In the December 9 issue of Clinical Pediatrics, researchers announced that the number of pediatric emergency department visits associated with high chairs increased 22 percent from 2003 to 2010. Not surprisingly, 93 percent of these injuries occurred when children fell from the chairs. Approximately 9,400 children suffer such injuries every year—one per hour—and most injuries are associated with landing on wood or hard tile floors.
What can parents do to decrease the probability and severity of such injuries? One step is to make sure that the high chair has not broken or been recalled. Another is to make sure that the child is properly strapped in. And another is simply to keep an eye on the child. In most cases, such injuries—which range from serious brain injuries and fractures to simple cuts and scrapes—can be traced to children climbing or standing on the chairs.
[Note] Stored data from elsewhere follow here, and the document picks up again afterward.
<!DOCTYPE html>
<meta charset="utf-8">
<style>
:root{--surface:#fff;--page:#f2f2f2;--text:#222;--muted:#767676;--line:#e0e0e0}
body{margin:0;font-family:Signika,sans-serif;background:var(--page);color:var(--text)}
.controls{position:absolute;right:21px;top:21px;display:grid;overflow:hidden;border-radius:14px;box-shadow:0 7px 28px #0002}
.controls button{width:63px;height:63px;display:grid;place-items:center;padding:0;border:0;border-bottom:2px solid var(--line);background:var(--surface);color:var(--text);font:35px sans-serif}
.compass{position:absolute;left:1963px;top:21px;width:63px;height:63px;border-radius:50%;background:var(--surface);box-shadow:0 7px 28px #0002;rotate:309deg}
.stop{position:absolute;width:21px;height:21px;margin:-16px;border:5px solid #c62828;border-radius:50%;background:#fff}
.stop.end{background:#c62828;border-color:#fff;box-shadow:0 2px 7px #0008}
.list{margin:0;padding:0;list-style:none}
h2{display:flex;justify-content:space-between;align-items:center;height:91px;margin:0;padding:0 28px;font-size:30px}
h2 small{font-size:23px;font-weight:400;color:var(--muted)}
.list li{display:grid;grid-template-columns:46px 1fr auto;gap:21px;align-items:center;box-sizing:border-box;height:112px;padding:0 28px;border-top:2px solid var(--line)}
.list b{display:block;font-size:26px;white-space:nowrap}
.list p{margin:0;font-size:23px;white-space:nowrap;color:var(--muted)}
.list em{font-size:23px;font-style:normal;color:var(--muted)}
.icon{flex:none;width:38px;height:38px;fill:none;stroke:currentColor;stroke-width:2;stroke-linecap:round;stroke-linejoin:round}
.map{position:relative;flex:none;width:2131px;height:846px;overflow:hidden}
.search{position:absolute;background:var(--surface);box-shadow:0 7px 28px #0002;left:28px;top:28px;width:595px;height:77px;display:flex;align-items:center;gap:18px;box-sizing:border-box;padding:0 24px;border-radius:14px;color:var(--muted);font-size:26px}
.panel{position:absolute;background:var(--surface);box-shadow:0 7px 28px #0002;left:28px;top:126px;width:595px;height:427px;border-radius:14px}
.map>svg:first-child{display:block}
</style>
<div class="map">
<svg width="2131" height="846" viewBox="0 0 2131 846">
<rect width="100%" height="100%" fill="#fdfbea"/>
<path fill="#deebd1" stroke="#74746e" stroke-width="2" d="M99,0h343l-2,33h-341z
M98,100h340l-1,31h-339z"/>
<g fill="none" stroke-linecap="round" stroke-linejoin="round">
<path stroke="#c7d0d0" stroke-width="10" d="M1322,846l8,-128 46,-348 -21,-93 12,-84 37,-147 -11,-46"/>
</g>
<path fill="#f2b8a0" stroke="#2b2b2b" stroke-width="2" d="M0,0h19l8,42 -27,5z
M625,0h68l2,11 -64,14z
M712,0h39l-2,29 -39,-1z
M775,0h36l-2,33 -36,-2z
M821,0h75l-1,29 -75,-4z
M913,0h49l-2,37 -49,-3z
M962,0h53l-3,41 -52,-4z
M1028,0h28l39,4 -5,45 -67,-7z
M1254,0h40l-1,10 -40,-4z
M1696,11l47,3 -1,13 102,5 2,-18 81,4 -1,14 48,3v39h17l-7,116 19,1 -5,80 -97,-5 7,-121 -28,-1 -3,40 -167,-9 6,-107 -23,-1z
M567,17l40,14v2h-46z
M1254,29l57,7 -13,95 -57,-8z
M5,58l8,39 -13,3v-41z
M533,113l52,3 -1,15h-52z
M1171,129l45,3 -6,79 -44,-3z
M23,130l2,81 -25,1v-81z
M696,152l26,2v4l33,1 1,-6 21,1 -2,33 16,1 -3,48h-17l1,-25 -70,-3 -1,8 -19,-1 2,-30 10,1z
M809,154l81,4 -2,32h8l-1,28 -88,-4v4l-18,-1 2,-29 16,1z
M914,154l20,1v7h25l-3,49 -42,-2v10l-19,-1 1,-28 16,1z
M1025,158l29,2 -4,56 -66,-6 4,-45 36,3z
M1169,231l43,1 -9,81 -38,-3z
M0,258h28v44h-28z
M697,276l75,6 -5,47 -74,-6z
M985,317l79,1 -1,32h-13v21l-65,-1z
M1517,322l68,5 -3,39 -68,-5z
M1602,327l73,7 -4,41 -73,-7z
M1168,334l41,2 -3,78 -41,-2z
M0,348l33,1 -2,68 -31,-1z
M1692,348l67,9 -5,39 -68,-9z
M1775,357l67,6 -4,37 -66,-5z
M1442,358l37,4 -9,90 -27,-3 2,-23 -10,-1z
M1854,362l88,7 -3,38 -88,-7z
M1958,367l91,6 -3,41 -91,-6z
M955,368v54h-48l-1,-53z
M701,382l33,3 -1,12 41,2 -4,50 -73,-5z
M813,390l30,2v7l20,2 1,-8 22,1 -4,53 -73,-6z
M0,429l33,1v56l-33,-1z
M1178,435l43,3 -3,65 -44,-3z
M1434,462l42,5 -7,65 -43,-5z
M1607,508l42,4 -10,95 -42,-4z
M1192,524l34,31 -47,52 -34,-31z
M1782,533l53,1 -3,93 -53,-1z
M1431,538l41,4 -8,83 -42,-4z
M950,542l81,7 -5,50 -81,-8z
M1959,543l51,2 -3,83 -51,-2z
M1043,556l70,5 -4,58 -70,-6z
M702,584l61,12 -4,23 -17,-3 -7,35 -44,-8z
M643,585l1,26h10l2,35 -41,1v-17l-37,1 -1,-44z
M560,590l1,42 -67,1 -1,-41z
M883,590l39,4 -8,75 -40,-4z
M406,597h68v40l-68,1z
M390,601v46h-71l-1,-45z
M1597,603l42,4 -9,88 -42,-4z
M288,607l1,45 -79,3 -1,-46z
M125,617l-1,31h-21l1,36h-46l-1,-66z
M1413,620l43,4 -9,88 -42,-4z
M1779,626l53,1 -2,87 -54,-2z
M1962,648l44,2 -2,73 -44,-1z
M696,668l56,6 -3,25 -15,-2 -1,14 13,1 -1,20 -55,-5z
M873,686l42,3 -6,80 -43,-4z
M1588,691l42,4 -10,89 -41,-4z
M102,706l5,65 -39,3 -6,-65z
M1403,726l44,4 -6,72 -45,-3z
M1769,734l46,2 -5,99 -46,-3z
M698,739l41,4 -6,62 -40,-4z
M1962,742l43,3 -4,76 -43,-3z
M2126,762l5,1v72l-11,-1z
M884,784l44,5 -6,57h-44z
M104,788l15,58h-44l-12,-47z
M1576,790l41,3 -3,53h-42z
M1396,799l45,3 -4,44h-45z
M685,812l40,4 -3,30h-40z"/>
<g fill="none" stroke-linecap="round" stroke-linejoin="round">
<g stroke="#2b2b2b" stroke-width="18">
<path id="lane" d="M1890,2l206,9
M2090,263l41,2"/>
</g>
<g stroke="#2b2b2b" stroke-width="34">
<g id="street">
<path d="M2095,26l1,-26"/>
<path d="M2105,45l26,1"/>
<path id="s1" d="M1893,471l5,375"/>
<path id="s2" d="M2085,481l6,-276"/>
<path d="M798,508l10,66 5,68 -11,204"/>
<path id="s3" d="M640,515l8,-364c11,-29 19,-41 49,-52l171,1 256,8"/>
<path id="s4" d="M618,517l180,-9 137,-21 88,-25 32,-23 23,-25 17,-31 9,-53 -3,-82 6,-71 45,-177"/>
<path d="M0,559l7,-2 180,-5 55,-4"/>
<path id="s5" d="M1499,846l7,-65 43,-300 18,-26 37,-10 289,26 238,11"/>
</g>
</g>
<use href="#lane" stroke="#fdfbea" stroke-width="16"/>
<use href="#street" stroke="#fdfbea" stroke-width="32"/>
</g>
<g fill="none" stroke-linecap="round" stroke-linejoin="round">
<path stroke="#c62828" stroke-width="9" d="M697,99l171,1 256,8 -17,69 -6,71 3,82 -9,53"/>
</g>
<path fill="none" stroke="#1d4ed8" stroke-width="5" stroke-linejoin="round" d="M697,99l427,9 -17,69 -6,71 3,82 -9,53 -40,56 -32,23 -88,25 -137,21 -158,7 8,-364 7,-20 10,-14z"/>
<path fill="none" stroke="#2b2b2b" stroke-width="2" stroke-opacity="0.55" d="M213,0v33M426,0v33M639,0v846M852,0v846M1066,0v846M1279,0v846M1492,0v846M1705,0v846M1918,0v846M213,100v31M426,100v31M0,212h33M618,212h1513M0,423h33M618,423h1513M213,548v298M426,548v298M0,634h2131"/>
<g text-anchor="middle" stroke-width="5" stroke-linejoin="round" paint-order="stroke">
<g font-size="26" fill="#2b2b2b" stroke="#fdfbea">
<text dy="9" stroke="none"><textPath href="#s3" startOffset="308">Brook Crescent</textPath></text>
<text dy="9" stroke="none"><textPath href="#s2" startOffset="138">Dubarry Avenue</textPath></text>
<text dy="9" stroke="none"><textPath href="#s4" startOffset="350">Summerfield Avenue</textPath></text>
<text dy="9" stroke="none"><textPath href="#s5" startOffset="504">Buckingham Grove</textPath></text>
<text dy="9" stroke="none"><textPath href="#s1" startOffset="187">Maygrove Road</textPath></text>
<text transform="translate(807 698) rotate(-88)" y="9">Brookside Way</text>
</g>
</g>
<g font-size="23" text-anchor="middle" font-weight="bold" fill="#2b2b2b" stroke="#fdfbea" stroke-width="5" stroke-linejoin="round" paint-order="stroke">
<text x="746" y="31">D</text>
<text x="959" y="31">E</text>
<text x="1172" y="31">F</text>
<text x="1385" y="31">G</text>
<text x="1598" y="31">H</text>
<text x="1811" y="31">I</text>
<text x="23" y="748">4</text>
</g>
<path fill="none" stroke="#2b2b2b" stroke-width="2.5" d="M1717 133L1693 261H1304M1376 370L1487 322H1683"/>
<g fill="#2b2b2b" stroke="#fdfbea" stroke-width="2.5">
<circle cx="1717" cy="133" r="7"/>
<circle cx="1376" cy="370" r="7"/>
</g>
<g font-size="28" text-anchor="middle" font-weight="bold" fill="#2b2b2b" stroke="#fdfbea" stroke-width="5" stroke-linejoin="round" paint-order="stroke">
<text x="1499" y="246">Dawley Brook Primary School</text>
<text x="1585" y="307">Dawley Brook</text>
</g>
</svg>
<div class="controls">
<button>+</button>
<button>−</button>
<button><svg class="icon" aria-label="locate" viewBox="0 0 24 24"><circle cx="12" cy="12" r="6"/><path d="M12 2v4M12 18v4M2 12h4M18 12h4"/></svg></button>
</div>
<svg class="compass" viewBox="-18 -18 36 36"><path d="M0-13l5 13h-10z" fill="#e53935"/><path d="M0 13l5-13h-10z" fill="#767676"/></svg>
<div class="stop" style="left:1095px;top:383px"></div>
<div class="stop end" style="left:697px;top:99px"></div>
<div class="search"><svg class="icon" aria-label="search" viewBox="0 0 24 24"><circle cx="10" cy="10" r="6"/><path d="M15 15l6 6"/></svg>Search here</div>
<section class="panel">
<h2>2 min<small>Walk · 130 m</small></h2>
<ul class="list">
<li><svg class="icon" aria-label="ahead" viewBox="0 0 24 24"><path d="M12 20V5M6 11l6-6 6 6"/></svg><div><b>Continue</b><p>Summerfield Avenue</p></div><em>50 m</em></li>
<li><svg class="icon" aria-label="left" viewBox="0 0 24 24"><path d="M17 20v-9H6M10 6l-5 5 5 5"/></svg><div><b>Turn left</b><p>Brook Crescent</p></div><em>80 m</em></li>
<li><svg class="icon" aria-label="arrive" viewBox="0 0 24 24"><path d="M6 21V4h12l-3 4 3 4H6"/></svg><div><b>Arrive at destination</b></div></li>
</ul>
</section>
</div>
While such preventive efforts can pay big dividends, they may not go far enough. Relying on parents and other caregivers to police their children’s high chair practices appears not to be effective. Instead we would do well to explore more systematic, fail-safe options.
No high chair, not even the top one on the market, is risk free. The number one danger associated with high chairs is clear: height. As any physicist knows, the kinetic energy with which an object—in this case, the body of a small child—strikes the ground is directly related to the height from which it falls. The greater the height, the greater the impact. By decreasing height, we can dramatically lower the severity of injuries that such falls produce. Simply put, it seems time to convert high chairs to low chairs.